A team of researchers has made important strides in understanding the intricate reaction processes of carbon dioxide (CO2) when mixed with supercritical water. These breakthroughs are vital for grasping how CO2 is naturally mineralized and sequestered, and for comprehending the deep carbon cycle within the Earth. This knowledge could introduce innovative approaches to future carbon capture technologies.
Under the leadership of Associate Professor Ding PAN from both the Department of Physics and the Department of Chemistry at the Hong Kong University of Science and Technology (HKUST), and in partnership with Prof. Yuan Yao from the Department of Mathematics, a research team has uncovered important insights into the complex reaction processes of carbon dioxide (CO2) in supercritical water. These discoveries are essential for better understanding the molecular processes involved in the mineralization and storage of CO2 in both natural and engineered systems, as well as the deep carbon cycle within the Earth’s subsurface. This enhanced understanding aims to lead to new pathways for carbon sequestration technologies in the future. The results of this research were published in the Proceedings of the National Academy of Sciences (PNAS)*.

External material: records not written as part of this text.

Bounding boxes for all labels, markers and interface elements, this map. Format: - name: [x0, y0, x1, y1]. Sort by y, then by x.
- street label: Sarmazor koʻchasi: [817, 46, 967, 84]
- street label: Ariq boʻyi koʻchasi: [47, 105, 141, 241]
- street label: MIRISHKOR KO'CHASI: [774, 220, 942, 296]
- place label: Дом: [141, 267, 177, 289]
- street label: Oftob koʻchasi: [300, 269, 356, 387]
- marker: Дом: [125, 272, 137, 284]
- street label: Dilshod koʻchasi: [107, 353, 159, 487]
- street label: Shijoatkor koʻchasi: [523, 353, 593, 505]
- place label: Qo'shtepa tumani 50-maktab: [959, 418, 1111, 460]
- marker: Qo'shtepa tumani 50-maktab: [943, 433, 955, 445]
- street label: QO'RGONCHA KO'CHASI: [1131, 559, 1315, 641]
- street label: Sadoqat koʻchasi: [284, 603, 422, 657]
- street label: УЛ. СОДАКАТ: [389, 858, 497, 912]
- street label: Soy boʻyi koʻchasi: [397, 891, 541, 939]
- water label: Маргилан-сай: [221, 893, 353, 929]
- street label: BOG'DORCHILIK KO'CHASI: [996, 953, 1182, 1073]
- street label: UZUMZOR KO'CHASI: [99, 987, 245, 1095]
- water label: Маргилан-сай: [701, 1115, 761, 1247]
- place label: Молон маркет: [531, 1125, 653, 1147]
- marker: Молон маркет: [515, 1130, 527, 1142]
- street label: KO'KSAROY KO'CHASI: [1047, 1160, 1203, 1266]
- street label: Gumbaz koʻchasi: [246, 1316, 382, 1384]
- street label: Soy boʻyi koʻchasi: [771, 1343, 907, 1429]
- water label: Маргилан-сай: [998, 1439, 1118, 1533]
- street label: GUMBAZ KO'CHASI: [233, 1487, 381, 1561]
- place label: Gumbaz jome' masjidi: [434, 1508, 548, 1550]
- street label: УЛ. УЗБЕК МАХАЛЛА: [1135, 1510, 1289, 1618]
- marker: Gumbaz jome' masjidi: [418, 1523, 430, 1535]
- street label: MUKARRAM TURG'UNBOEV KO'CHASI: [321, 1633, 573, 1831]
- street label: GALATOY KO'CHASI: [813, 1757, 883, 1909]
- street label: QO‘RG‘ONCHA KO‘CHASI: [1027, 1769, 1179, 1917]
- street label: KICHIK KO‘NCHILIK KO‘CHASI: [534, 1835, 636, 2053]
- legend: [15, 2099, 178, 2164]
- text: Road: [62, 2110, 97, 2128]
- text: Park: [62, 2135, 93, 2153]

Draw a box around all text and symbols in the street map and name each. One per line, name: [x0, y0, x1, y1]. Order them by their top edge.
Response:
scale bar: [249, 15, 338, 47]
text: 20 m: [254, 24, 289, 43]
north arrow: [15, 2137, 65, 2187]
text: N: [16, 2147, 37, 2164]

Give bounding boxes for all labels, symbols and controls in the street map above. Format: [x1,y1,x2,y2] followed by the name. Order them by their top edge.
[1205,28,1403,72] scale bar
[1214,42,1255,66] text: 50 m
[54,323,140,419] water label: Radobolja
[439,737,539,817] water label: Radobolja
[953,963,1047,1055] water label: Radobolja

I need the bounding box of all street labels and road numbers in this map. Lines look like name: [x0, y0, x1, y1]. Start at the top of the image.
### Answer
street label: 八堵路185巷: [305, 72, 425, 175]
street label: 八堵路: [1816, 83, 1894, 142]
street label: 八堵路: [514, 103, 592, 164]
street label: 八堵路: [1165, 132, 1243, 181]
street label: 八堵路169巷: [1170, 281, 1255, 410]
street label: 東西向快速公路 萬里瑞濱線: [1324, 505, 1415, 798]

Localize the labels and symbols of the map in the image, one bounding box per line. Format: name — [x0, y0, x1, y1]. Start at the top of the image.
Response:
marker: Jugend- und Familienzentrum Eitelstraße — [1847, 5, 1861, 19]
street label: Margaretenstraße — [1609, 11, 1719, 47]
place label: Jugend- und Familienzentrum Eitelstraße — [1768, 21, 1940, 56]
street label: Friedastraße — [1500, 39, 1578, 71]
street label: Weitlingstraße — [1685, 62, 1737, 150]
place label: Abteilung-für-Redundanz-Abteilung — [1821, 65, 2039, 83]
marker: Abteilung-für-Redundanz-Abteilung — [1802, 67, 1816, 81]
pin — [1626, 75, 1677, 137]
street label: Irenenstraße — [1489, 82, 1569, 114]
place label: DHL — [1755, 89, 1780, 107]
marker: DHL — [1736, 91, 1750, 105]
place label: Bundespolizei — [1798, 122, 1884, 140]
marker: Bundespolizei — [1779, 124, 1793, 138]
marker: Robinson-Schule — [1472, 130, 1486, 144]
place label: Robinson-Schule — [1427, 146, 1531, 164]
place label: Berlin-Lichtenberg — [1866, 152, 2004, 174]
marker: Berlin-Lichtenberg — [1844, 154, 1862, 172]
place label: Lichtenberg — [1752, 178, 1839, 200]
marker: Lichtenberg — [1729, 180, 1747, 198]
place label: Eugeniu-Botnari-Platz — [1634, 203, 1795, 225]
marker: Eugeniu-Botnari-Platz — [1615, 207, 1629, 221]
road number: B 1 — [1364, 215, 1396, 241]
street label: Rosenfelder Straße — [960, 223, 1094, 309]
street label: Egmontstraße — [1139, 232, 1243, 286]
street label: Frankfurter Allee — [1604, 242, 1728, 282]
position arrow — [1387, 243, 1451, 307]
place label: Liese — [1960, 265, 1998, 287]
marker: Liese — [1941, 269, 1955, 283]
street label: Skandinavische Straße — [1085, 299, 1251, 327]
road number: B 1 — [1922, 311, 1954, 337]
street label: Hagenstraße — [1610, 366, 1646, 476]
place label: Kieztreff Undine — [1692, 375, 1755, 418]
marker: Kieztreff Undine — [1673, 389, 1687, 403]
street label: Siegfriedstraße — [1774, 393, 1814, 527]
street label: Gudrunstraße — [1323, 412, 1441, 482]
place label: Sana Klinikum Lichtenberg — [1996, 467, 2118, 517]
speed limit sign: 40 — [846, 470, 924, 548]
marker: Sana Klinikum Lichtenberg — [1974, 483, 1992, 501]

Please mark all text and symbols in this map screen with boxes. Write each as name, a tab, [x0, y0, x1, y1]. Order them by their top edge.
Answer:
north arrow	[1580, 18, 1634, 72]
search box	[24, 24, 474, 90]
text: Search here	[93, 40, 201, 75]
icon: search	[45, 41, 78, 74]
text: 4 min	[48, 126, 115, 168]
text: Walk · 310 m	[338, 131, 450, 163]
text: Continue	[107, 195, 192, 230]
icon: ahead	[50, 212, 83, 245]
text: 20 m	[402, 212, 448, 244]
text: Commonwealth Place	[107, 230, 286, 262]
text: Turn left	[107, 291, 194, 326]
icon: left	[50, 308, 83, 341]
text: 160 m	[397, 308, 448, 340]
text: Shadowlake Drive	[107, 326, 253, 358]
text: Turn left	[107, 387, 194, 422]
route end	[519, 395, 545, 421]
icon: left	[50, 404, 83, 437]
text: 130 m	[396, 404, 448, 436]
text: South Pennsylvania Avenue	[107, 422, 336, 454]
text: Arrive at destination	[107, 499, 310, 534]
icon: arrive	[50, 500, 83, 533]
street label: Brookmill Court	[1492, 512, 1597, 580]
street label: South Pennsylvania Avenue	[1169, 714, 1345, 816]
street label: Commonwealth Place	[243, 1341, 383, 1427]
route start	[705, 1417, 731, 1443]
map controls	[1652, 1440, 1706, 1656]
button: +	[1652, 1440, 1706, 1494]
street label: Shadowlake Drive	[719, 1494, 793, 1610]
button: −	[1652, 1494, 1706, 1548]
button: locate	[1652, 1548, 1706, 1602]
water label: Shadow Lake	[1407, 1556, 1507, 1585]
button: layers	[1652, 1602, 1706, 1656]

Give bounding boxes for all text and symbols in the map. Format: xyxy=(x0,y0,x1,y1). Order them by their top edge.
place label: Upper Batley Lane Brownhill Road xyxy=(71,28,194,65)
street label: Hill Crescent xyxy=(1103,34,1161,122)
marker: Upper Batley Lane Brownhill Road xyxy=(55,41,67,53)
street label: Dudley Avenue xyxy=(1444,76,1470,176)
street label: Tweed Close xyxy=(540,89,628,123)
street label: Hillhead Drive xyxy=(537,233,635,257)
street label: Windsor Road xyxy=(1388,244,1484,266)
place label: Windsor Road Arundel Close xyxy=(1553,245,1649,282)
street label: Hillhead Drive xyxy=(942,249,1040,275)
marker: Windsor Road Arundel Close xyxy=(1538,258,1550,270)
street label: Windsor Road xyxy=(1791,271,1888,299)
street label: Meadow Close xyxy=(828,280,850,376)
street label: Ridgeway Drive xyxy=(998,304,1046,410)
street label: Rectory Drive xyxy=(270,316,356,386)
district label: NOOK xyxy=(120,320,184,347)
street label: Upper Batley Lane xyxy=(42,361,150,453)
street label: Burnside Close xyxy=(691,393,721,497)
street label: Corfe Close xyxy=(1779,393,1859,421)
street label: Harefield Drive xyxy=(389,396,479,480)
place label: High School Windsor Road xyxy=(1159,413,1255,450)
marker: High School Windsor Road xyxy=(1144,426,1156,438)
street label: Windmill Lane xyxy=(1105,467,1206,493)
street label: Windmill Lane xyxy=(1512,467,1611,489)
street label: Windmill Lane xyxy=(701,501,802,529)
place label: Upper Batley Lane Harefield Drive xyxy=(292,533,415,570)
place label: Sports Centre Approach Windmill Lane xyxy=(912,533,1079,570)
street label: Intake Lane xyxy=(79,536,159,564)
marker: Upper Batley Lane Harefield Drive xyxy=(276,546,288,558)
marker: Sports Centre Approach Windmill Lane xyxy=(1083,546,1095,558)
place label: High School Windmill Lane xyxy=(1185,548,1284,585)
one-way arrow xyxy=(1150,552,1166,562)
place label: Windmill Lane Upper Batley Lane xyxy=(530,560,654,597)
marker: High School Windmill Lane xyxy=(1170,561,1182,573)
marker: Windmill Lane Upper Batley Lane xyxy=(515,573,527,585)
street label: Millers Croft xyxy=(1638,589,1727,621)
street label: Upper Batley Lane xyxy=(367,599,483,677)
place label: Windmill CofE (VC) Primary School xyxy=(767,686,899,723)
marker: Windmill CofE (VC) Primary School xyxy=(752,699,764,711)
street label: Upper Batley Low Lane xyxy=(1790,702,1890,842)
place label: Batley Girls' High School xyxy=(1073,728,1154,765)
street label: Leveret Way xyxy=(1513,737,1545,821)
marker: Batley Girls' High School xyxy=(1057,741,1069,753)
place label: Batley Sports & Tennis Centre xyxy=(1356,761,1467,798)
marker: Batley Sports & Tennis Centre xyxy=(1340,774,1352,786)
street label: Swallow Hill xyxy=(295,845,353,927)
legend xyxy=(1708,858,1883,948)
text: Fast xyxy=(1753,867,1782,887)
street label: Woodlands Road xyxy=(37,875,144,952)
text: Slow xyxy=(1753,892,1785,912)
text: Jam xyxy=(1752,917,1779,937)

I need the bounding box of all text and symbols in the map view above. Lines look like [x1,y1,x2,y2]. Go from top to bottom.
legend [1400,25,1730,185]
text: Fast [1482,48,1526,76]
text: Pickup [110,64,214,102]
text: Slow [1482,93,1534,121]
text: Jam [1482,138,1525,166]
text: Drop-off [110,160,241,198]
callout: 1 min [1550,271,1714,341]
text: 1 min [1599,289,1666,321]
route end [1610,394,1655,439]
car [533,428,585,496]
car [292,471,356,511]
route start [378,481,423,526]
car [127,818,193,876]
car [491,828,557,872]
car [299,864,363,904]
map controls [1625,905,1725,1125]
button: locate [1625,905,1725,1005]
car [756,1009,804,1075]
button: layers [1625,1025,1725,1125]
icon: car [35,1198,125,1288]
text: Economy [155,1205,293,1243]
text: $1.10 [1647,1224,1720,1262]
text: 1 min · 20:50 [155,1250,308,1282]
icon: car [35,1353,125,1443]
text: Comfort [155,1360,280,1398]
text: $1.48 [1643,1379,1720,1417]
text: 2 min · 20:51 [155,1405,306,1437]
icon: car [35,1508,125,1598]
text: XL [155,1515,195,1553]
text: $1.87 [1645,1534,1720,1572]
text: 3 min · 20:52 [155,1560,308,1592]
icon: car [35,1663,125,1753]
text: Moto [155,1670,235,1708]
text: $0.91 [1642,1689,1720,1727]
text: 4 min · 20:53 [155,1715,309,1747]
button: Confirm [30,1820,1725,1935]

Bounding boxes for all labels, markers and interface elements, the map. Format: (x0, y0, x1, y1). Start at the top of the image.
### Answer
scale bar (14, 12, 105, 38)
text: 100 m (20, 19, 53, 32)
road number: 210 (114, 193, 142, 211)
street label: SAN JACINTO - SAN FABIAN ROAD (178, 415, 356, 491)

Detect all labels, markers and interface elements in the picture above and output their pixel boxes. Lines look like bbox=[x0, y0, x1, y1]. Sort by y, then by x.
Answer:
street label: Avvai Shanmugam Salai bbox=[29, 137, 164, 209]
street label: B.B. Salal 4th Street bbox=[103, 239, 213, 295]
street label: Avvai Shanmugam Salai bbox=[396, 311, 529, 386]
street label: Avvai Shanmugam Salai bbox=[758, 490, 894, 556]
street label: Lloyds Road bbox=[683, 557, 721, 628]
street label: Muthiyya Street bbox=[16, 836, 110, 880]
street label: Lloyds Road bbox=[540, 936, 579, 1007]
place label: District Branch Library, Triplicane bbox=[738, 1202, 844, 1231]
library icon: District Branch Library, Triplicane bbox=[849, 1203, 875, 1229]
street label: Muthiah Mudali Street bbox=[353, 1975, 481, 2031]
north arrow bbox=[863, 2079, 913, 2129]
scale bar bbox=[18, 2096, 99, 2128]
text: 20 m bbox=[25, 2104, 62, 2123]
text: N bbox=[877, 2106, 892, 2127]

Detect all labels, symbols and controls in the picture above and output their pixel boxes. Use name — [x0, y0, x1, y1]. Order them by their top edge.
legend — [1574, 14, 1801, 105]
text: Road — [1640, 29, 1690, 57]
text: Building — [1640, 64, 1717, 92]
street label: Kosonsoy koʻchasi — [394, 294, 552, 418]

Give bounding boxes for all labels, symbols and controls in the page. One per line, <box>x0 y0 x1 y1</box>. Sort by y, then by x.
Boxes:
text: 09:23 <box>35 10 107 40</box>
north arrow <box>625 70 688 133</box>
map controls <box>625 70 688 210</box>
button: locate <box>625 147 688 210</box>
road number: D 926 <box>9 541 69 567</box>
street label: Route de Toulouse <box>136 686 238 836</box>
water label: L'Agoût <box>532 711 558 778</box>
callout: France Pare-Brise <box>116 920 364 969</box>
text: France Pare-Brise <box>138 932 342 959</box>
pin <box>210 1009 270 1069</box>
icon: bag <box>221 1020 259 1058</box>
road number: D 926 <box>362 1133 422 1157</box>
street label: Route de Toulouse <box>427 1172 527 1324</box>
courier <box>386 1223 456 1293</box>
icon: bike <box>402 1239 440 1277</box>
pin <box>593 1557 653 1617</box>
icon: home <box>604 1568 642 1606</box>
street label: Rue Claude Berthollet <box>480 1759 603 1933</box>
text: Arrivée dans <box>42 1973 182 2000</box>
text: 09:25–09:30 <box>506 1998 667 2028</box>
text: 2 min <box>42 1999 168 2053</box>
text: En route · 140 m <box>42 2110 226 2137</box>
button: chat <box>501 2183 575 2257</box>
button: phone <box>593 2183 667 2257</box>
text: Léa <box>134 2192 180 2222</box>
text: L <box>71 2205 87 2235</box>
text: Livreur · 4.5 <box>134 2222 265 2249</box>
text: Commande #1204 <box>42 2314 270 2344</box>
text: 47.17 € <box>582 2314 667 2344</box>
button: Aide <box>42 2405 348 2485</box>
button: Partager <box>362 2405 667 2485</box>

The process of CO₂ dissolving in water and its following hydrolysis reactions are critical for efficient carbon capture and mineral storage, playing a major role in carbon sequestration efforts to combat global warming. Prof. Pan’s team created and utilized first-principles Markov models to unravel the reaction mechanisms of CO₂ in supercritical water, exploring both bulk and nanoconfined settings. They identified that pyrocarbonate (C₂O₅²⁻) serves as a stable and significant intermediate in these nanoconfined conditions, a detail that was previously unnoticed due to pyrocarbonate’s typical instability and fast decomposition in water. This surprising finding regarding pyrocarbonate is tied to the superionic characteristics of confined water solutions. Furthermore, the team learned that carbonation reactions are characterized by the collective transfer of protons through temporary chains of water molecules; this process displays a unified behavior in bulk solutions, but occurs in a stepwise fashion when confined to nanoscale spaces. This study highlights how powerful first-principles Markov models can be for illuminating complex reaction kinetics in aqueous systems.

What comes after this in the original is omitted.